C’est cette scène et les autres où défilent ces paumés immortalisés par le regard cru mais toujours attachant de Paps Toure qui m’ont poussée à rencontrer l’artiste de rue.
Crédit photo Paps
Rendez-vous est donné aux Folies, café qui fait l’angle avec les rues Dénoyez et de Belleville. L’homme est connu des lieux. Ses clichés s’affichent sur la façade du café. Deux clebs pas commodes. Un blanc, un noir, droits comme des statues romaines…. Il arrive en vélo, montre patte blanche avant de brouiller les pistes. Rencontre.
crédit photo M.E
Temps de chiens
« On a été voir des loups en CE2, pendant une classe nature, et j’ai kiffé. En rentrant, j’ai adopté un chien trouvé dans la rue.
Les chiens annoncent alors les premiers pas du photographe qui les choisit comme modèles pour leurs côtés « sauvages, libres et fidèles », avant d’en venir aux scènes de rue suite au coup de foudre pour une photo volée. Celle d’un vagabond sur le pont de Stalingrad. Le déclic. Depuis, Paps alterne les séries sur les chiens et les hommes. « Plus le temps passe plus les humains vivent comme des chiens et les chiens comme les humains. On ne sait plus qui est qui… » Réalistes mais pas tristes, les photos de l’homme proposent autre chose qu’un « Paris cartes postales ». Un Paris crade, injuste, à deux vitesses mais qui n’en est que plus humain ou que plus chien.
De la rue…
Quartier du Danube, 19ème arrondissement de la capitale. Pas fait pour être derrière les bancs de l’école, le jeune Paps posera un temps son arrière-train sur ceux de la cité. Il quitte école et foyer à 15 ans et fait le choix de l’autonomie, vivant de débrouilles pendant 9 ans. Le jeune adulte devient père de famille. Puis, « après avoir fait les 400 coups, j’ai eu l’occasion d’essayer la vie de bureau. J’ai été commercial dans les assurances pendant 5 ans, pour faire comme tout le monde. C’était la bonne planque jusqu’à ce que je me dise que ce n’était pas ma place. » L’appareil photo devient le principal compagnon de Paps qui plaque tout pour déambuler jours et nuits dans les rues de Paname, des beaux quartiers aux ruelles mal éclairées avec une préférence pour les personnages que la lumière n’atteint pas.
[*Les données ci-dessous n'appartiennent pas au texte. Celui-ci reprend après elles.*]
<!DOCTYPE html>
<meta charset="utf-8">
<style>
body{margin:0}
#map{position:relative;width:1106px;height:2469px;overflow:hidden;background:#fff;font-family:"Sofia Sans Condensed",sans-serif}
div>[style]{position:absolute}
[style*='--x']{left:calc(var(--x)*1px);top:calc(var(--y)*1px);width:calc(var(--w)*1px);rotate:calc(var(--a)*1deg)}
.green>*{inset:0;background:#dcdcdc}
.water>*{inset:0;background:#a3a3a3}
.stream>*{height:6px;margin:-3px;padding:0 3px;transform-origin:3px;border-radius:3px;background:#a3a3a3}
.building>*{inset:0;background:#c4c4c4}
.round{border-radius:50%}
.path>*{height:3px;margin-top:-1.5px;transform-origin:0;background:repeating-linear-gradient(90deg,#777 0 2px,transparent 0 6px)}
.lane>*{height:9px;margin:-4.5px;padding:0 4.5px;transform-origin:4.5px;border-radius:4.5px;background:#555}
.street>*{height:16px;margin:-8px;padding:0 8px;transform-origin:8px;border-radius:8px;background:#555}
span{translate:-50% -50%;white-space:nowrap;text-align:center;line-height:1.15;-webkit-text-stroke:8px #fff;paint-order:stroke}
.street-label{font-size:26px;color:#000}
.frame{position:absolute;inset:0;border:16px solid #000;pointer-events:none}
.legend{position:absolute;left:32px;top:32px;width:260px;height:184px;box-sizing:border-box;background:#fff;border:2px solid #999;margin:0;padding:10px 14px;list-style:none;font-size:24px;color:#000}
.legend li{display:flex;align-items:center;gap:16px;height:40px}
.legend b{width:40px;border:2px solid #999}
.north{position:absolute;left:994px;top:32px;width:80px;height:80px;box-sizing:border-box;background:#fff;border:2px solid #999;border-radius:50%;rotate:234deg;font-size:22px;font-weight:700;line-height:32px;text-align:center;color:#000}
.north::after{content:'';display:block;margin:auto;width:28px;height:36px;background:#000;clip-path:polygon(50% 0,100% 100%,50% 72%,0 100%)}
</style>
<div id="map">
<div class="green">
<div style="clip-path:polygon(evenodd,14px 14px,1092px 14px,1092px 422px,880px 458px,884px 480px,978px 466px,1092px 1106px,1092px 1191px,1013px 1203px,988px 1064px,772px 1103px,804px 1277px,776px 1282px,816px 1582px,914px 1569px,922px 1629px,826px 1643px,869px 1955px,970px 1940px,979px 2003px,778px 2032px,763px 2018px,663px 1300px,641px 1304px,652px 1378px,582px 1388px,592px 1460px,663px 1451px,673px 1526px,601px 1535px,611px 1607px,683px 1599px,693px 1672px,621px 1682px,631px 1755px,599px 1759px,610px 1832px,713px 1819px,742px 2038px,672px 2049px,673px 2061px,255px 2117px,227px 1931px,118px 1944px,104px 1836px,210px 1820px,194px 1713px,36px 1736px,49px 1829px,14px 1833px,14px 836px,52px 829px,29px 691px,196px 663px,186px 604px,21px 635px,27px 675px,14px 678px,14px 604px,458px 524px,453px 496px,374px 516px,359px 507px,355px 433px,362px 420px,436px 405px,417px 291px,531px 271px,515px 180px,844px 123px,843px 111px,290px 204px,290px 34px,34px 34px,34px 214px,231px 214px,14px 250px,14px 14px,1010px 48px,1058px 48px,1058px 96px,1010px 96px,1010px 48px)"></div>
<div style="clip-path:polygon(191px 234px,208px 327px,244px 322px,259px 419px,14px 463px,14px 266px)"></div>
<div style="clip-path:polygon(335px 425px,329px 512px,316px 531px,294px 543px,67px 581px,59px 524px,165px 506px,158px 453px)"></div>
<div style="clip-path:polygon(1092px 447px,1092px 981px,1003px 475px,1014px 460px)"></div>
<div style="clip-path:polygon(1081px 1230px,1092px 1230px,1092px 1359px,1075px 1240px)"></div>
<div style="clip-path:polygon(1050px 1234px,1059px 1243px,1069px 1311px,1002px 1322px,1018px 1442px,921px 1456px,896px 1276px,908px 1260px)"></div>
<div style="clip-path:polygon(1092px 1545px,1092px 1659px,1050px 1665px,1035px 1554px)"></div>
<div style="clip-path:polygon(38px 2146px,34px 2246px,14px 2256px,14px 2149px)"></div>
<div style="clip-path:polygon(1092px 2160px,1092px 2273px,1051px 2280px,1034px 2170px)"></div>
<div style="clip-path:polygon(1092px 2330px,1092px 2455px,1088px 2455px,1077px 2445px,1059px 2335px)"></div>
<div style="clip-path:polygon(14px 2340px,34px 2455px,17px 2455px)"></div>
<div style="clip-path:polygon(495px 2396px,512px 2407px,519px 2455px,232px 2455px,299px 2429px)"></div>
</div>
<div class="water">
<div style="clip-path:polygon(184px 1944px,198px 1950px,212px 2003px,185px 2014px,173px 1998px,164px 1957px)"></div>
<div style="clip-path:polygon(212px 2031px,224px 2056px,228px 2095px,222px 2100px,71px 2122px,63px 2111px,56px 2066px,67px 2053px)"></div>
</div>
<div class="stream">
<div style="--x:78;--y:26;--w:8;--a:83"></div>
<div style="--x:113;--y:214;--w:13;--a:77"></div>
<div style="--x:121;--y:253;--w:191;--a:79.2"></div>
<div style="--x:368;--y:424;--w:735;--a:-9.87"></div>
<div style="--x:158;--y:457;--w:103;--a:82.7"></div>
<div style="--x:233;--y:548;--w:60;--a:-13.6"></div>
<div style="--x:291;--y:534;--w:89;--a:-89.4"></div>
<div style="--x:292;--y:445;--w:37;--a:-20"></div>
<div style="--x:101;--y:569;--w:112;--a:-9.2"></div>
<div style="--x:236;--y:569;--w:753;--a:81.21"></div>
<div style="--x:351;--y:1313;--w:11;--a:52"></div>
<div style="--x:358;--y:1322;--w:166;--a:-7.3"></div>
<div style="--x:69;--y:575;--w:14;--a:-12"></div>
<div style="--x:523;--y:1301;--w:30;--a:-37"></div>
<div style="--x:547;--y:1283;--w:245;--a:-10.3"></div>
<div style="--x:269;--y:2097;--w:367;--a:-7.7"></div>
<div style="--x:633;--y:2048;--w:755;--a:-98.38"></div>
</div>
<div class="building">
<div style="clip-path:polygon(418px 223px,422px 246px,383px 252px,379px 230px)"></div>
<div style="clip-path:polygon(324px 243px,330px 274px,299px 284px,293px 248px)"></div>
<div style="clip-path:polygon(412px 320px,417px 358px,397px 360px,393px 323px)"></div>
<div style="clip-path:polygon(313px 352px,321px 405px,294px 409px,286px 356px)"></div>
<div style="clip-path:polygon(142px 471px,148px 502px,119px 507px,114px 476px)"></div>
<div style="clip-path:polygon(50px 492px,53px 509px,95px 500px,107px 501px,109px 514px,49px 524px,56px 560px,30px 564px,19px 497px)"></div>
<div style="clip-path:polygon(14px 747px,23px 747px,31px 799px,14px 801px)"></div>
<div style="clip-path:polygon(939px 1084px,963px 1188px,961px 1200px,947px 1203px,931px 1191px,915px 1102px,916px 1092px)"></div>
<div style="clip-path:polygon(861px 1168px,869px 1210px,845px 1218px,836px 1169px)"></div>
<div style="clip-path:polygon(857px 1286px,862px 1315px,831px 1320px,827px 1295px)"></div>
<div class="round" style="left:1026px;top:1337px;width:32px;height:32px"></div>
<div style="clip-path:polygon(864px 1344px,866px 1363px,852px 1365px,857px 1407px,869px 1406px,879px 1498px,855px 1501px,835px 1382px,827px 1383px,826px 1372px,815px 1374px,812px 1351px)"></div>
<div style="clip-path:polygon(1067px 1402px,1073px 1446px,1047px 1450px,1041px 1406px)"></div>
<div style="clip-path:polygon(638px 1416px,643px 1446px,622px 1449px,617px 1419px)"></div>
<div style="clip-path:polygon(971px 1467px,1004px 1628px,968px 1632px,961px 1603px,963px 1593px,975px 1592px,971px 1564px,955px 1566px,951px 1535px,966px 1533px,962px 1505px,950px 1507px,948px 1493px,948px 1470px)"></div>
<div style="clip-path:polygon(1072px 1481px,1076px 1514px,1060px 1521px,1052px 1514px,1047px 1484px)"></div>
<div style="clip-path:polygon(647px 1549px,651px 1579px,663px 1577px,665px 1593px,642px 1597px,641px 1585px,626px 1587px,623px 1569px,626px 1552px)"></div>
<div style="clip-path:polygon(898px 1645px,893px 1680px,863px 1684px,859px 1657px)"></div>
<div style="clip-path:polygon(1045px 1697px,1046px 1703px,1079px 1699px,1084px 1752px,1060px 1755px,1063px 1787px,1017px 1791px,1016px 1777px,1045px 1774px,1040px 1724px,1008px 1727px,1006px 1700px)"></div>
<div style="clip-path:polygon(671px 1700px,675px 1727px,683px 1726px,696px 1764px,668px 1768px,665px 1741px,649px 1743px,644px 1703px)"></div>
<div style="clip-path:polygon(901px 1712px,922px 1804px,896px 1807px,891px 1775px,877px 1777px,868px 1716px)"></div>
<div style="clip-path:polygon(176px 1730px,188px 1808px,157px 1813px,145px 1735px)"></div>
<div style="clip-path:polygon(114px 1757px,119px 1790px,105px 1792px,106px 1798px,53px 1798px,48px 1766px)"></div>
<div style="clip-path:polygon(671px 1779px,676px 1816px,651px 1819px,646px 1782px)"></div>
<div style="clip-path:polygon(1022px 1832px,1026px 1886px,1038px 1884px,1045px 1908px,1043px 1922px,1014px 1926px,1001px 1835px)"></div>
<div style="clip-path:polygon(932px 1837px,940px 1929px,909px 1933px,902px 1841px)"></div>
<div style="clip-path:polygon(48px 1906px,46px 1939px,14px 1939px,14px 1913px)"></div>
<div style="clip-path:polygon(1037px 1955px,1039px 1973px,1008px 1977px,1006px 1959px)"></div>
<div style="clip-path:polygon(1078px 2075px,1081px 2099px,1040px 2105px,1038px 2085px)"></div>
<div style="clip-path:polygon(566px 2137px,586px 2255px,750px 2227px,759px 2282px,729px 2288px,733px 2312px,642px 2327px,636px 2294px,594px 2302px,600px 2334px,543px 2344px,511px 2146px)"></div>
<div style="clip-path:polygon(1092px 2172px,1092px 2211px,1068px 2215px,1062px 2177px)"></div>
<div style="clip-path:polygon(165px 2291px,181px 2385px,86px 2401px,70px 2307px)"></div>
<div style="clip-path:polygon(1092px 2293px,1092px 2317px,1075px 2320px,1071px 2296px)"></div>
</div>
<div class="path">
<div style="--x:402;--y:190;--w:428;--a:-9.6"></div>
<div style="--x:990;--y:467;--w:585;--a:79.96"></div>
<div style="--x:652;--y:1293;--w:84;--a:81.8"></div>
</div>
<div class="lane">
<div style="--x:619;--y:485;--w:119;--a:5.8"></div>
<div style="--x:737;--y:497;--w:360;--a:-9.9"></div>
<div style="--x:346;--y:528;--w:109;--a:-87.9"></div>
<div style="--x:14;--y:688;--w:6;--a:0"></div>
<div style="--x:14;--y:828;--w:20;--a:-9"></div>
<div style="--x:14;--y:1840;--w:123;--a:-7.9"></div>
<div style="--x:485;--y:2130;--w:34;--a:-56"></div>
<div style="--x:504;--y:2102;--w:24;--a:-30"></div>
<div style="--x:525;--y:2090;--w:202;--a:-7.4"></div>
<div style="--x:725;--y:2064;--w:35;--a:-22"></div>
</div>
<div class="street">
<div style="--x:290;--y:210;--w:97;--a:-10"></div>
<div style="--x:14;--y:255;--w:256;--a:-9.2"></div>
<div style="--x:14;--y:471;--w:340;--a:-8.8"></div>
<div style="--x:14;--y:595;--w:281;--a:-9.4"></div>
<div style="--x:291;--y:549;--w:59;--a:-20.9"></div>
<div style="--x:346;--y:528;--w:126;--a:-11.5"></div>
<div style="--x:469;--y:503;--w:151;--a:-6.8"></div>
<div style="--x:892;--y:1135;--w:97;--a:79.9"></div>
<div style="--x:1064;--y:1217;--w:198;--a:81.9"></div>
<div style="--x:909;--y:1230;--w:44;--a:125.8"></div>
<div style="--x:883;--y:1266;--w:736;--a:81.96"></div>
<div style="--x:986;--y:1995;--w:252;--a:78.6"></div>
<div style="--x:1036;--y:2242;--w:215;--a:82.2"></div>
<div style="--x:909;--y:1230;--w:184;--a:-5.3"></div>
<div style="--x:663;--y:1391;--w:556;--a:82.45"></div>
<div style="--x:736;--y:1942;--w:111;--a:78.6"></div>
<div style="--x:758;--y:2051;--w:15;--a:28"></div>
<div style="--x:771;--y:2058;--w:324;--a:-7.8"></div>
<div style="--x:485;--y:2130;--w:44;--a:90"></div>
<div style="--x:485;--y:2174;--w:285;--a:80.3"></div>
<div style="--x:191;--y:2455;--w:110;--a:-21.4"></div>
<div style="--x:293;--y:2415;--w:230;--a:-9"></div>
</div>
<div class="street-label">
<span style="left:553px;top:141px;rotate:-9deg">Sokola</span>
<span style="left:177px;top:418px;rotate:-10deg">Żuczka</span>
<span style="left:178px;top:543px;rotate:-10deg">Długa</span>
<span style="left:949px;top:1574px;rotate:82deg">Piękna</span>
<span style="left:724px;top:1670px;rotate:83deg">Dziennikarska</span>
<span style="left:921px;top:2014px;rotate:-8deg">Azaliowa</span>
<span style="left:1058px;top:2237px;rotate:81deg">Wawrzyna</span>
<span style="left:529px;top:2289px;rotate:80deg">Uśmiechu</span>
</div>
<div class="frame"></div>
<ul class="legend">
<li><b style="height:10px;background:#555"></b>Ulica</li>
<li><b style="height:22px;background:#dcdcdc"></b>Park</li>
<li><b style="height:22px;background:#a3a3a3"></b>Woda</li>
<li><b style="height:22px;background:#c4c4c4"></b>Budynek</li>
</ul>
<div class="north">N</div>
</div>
Paps devient artiste, à 30 ans. « Dans les cités, il n’y a que des dealers, des sportifs ou des chanteurs… La photo ou l’art, c’est pas « normal » . Il y a encore des gens qui pensent que la photo c’est une planque que j’ai trouvée! »
… à la rue
Une partie de la vente de ses photos est reversée à l’association 2-or qu’il a créée pour aider ceux qui restent quand le photographe rentre chez lui. « Je ne veux pas prendre en photo un mec qui dort dehors et récupérer des sous sur lui. Je reviens les voir mais quand un lien s’est formé, je ne peux plus les prendre en photos, ça n’est plus spontané. »
A ceux qui lui reprochent le genre photo volée, il répond que trop se rapprocher c’est aussi risquer de déranger dans l’intimité. « Le recul est plus du respect que de la photo volée. Je prends la scène avant qu’elle ne file, et je me rapproche ensuite. »
Le Paps du 19ème se retrouve alors à exposer dans quelques galeries des quartiers chics.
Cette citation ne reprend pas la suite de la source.